Sánchez ha definido su programa electoral: hablar, por una parte y, por otra, asegurar que, con el PSOE, Catalunya no conseguirá la independencia. Su primer compromiso solo depende de él, porque lo único que tiene que hacer es no callarse y tampoco dejar “vacía” su silla. En cambio, el segundo son palabras mayores, con muchos más actores implicados, comenzando por su “otro yo”. Por mucho que P.S. siga huyendo ahora de aquella “España plurinacional” que se sacó del baúl de los recuerdos cuando el referéndum del 1 de octubre aún no molestaba, sabe que eso le permitió conseguir muchos votos de andaluces también catalanes contra Susana. Y también que se trata de un concepto que no cabe en esta Constitución.

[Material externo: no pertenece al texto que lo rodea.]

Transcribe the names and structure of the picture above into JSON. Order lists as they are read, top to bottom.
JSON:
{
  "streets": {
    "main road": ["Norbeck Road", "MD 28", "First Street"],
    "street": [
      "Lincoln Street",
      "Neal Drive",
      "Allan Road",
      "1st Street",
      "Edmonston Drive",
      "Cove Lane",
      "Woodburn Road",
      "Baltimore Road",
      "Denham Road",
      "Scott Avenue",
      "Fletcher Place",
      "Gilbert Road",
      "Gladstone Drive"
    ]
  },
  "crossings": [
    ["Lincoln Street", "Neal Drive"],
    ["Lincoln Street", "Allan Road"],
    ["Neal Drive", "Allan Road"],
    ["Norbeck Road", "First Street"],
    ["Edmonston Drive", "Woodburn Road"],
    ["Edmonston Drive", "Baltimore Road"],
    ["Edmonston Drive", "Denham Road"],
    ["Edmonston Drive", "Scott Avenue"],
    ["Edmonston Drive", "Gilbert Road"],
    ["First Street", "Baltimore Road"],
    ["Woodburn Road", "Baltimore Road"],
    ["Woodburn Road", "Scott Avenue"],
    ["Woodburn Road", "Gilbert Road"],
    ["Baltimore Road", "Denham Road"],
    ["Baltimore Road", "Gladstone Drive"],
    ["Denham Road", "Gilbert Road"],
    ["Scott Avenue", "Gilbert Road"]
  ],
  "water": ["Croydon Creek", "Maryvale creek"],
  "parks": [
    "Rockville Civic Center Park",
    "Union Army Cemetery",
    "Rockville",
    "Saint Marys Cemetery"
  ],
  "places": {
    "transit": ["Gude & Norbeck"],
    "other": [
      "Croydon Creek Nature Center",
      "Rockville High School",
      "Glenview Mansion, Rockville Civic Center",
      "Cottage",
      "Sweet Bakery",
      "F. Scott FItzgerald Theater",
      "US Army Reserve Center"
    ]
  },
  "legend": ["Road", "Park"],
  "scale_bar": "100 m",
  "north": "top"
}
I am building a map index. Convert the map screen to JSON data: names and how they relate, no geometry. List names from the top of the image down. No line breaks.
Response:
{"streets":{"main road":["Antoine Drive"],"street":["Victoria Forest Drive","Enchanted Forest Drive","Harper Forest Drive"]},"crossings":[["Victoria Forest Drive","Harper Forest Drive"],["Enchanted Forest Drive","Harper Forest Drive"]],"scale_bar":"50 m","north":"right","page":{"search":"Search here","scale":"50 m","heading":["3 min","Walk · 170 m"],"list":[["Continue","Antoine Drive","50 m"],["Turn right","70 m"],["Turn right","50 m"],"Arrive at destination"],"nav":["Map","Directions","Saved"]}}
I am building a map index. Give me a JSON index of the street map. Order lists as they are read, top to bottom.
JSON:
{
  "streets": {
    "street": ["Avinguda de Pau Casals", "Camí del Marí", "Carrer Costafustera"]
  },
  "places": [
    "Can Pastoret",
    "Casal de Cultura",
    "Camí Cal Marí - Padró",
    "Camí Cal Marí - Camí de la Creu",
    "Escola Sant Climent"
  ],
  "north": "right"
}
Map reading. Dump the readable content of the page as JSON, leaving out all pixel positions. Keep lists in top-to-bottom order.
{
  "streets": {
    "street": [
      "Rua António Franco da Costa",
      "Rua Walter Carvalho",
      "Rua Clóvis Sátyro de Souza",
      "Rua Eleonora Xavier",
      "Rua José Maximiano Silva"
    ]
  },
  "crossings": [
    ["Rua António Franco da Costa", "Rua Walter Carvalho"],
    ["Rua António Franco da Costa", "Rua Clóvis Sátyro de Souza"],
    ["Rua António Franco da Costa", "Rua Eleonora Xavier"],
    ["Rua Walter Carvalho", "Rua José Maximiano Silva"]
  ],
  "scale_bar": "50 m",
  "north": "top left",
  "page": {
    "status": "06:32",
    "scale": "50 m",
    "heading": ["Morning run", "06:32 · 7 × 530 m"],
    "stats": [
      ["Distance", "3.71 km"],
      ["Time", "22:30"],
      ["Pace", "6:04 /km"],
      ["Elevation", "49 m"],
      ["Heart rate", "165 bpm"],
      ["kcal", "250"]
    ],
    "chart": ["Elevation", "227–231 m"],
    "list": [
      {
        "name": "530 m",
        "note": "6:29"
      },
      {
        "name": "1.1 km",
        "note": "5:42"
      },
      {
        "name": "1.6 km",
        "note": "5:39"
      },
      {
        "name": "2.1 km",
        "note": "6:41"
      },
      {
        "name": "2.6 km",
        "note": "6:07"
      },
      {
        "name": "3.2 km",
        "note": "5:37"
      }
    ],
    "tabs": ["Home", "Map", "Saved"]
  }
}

Hoy, cómodamente “atrapado por su pasado”, Sánchez sabe que el 28A viene cargado de respuestas pendientes de inventar, muchas más que todas las alegrías que puedan caber en una noche electoral. El líder del PSOE, una vez renovado su grupo parlamentario con una mayoría clara de afines, estará obligado a plasmar su “España plurinacional” en el proyecto de una nueva Constitución de la que quiere ser el líder principal, y con la que se asegurará cientos de portadas durante años, recortando de paso el privilegio mediático que se ha ganado a pulso el independentismo catalán.
No creo que Sánchez desaproveche la oportunidad si el PP más los de Abascal no llegan a un tercio de los diputados del Congreso, cosa que algunas encuestas no descartan. Aunque solo lanzara esa reforma en modo globo sonda, sabe que podría ser la única manera, si aún existe, para confundir a muchos catalanes, lo que para él ya sería un éxito importante.
Pero que la reforma constitucional pueda tocar la forma de Estado dependerá también de la ronda de urnas del 26 de mayo, de unas nuevas autonómicas en Catalunya que fortalezcan al independentismo y de muchos imponderables más, no solo dentro de nuestras fronteras.
Porque, a diferencia de cualquier izquierda de las de toda España hasta la fecha, para Puigdemont, Junqueras y los suyos, tan diversos como convencidos de lo que buscan, “República” es siempre una palabra que suma.